(Work to complete) Count lines with "Villas" below; give only the number.

(Data records)

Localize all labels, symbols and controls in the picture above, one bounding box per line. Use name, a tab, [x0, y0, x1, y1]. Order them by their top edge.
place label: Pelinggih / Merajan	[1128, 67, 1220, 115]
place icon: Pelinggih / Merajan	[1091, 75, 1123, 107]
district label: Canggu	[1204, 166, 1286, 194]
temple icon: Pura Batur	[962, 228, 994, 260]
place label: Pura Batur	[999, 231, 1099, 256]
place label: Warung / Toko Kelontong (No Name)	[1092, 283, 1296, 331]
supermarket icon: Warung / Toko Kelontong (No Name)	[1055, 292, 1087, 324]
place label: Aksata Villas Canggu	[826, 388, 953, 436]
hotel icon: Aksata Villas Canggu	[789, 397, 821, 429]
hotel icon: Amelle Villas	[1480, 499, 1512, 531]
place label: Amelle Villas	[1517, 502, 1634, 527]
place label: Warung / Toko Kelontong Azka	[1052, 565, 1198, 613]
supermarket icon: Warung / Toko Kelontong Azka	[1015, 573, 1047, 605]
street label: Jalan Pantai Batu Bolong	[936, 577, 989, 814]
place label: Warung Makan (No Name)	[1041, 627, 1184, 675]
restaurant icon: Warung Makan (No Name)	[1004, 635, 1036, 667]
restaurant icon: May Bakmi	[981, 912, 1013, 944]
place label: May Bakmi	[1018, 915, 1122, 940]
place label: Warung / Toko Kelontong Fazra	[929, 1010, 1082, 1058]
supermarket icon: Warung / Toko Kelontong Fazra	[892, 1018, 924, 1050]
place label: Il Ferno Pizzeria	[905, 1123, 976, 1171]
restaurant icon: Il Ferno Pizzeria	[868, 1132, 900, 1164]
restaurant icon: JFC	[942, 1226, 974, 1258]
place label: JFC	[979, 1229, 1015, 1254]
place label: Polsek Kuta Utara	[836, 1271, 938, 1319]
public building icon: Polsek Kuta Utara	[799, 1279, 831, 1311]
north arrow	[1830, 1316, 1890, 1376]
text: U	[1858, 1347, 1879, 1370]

(Output for this exercise) 4